EX-99.2 3 ex992.htm MATERIAL CHANGE REPORT DATED APRIL 2, 2008 ex992.htm
Exhibit 99.2
 
NORTHCORE TECHNOLOGIES INC.
 
FORM 51-102F3
 
MATERIAL CHANGE REPORT
 
Item 1.                      Name and Address of Company
 
Northcore Technologies Inc. (the “Corporation”), Valhalla Executive Centre, 302 The East Mall, Suite 300, Toronto, Ontario M9B 6C7.

Item 2.                       Dates of Material Change
 
March 31, 2008

Item 3.                       News Release
 
A press release disclosing the nature and substance of the material changes was issued through the facilities of CanadaNewsWire on March 31, 2008 and was filed on SEDAR.

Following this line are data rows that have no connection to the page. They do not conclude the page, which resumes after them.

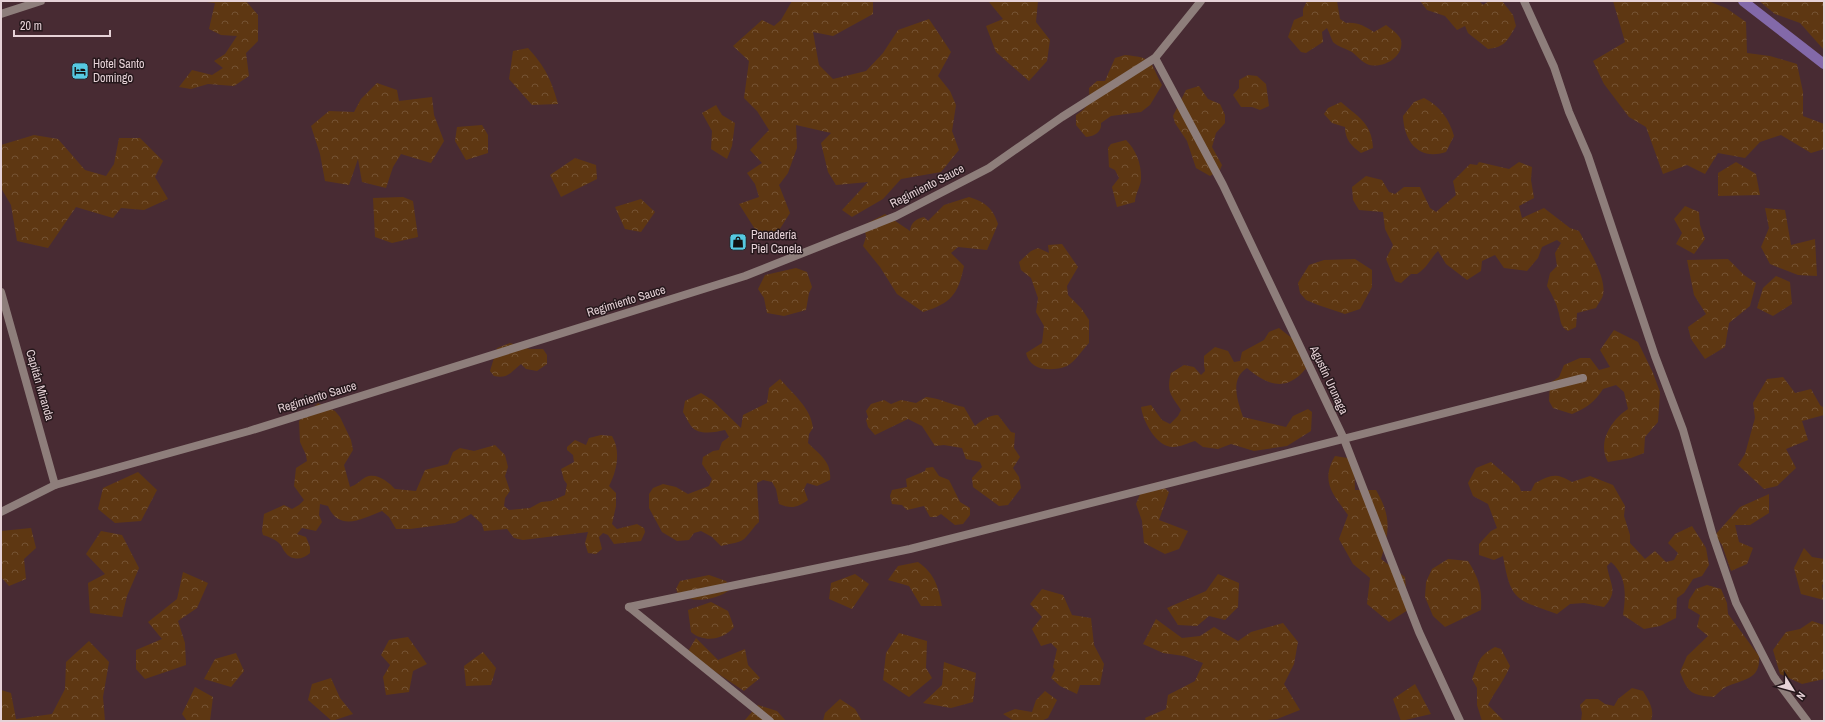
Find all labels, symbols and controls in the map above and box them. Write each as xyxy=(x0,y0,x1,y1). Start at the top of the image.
scale bar xyxy=(14,12,110,38)
text: 20 m xyxy=(20,18,42,34)
place label: Hotel Santo Domingo xyxy=(93,56,144,86)
hotel icon: Hotel Santo Domingo xyxy=(70,61,90,81)
street label: Regimiento Sauce xyxy=(887,160,967,212)
place label: Panadería Piel Canela xyxy=(751,227,802,257)
shop icon: Panadería Piel Canela xyxy=(728,232,748,252)
street label: Regimiento Sauce xyxy=(585,281,667,321)
street label: Agustín Urunaga xyxy=(1306,342,1352,417)
street label: Capitán Miranda xyxy=(22,348,58,423)
street label: Regimiento Sauce xyxy=(276,377,358,417)
north arrow xyxy=(1773,670,1813,710)
text: N xyxy=(1793,689,1809,703)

Item 4.                      Summary of Material Changes
 
The Corporation announced on March 31, 2008 that it had closed a private placement securing gross proceeds of $525,000 through the issuance of convertible debentures.
 
Item 5.                      Full Description of Material Change
 
The Corporation announced on March 31, 2008 that it has closed a private placement securing gross proceeds of $525,000 through the issuance of Series L secured subordinate convertible debentures.  The funds will be used to sustain Northcore’s operations and for general working capital purposes.

Under the terms of the private placement, investors will be able to convert the Series L debentures at any time during the five-year term into units priced at $0.10. Each unit consists of one common share and one warrant.   Each warrant may be exercised into a common share at the exercise price of $0.15 at any time prior to the earlier of the maturity date of the debentures or upon a 60-day notice issued by the company confirming that the closing price of its shares on the TSX was $0.36 or above for 10 consecutive trading days.

The Series L debentures will mature on March 31, 2013.  Northcore will pay investors 10 percent interest per annum, paid annually, for unconverted debentures.  Interest payments for the first two years will be payable through the issuance of common shares.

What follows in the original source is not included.